Billed as the most prestigious coffee competition in the world, Cup of Excellence is designed to reward and encourage coffee growers who are working to create coffees of the highest quality.
Specialty coffee is all about a chain of people – from farmer to coffee drinker – being committed to supporting quality coffee and Cup of Excellence is a brilliant example of what can be achieved with that support.
Launching with the ‘Best of Brazil’ in 1999, Cup of Excellence was the brainchild of the Alliance for Coffee Excellence, an international group of coffee professionals who were all working in their own country to try and improve the industry.

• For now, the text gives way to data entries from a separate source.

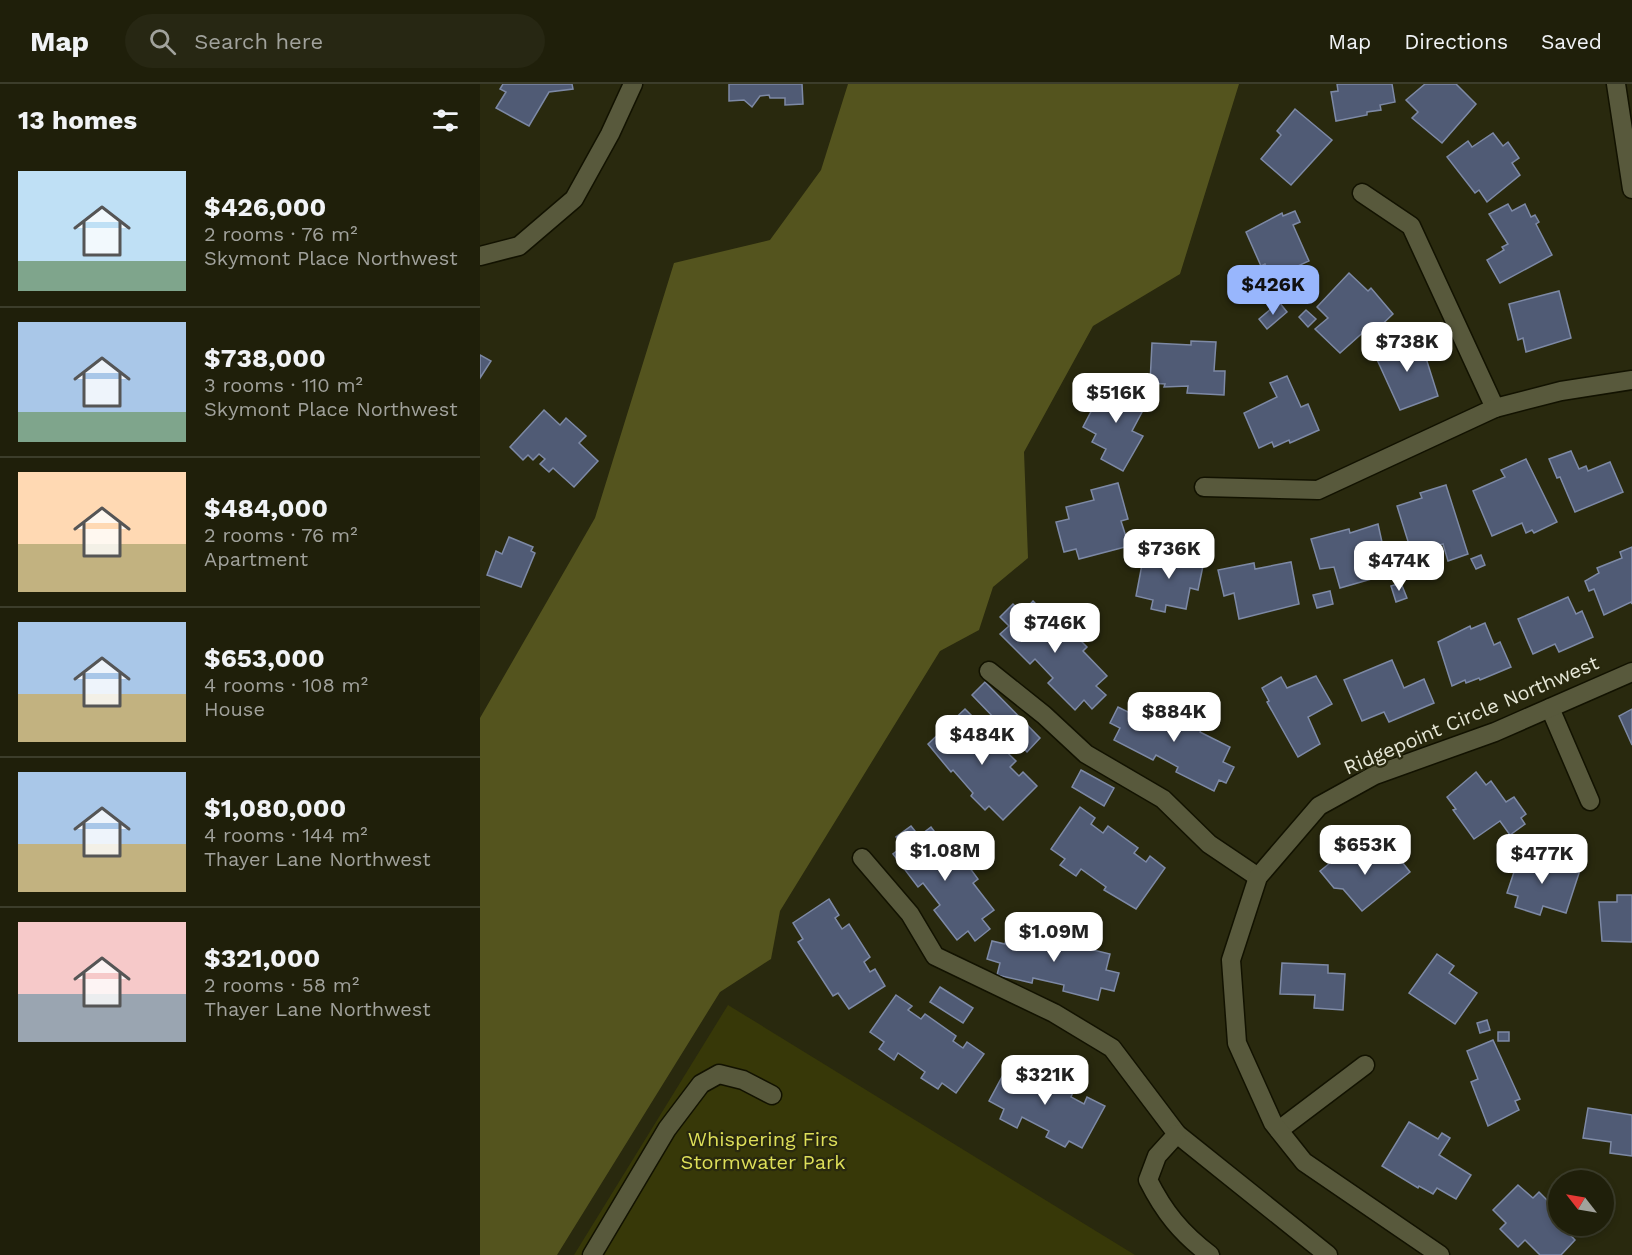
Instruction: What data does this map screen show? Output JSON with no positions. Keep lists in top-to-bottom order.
{
  "streets": {
    "street": ["Ridgepoint Circle Northwest"]
  },
  "parks": ["Whispering Firs Stormwater Park"],
  "north": "top left",
  "page": {
    "header": "Map",
    "search": "Search here",
    "nav": ["Map", "Directions", "Saved"],
    "heading": "13 homes",
    "list": [
      {
        "name": "$426,000",
        "note": "2 rooms · 76 m² · Skymont Place Northwest"
      },
      {
        "name": "$738,000",
        "note": "3 rooms · 110 m² · Skymont Place Northwest"
      },
      {
        "name": "$484,000",
        "note": "2 rooms · 76 m² · Apartment"
      },
      {
        "name": "$653,000",
        "note": "4 rooms · 108 m² · House"
      },
      {
        "name": "$1,080,000",
        "note": "4 rooms · 144 m² · Thayer Lane Northwest"
      },
      {
        "name": "$321,000",
        "note": "2 rooms · 58 m² · Thayer Lane Northwest"
      }
    ],
    "price": [
      "$426K",
      "$738K",
      "$516K",
      "$736K",
      "$474K",
      "$746K",
      "$884K",
      "$484K",
      "$653K",
      "$1.08M",
      "$477K",
      "$1.09M",
      "$321K"
    ]
  }
}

At this point in time coffee was primarily treated purely as a commodity – sold by the pound, often with the lots of several producers blended together and sold in bulk.
There was little incentive for the farmer to raise the quality above the average of their area – everyone received the same price and there was no traceability back to the farm, so why expend unnecessary resources and time?
The introduction of a competition and live auction changed all that.
Cup of Excellence competition is open to all farmers in the country of origin, with each farmer receiving free entry for one sample. In Brazil, this adds up to hundreds of samples being submitted, before undergoing an intensive judging process.
Because of the high financial reward of being judged a COE winner, complete anonymity is required to ensure fairness. Each lot is assigned a number by which it is identified and tracked throughout the six rounds of judging.
In Round One a local jury of around 12 qualified coffee experts from the host country cup each sample submitted.
To proceed to the next round, the sample must achieve a score of 86/100 – Excellent Specialty Coffee, with a maximum of 150 lots to advance. Round Two sees this number reduced to 90 samples, before being whittled down to 60 in Round Three.
An International Jury of 20-25 coffee professionals from around the world arrives to join the National Jury for Round Four, where the competition undergoes its last cut before selection.
In Round Five the Cup of Excellence Winners are announced at a grand ceremony, often attended by high-ranking government officials who present each winning farmer with a Certificate to acknowledge their achievement. Round Six of judging is devoted to the Top Ten coffees from each country, with any lots scoring over 90/100 receiving a Presidential Certificate for Outstanding Specialty Coffee.
Within six weeks of the award ceremony, the winning coffees have been milled, sorted, vacuum packed and samples sent around the world to coffee buyers like Merlo to decide on which lots they would like to bid for.
The coffees are sold via a live web auction, often attended by the growers who will be calling for the prices to go higher and higher! And usually, their pleas are heard – a Cup of Excellence lot will sell for between $5-$7 USD per pound more than the average price for Brazilian coffee.
All revenue from the auction stays in the host country, with the lion’s share going directly to the farmer.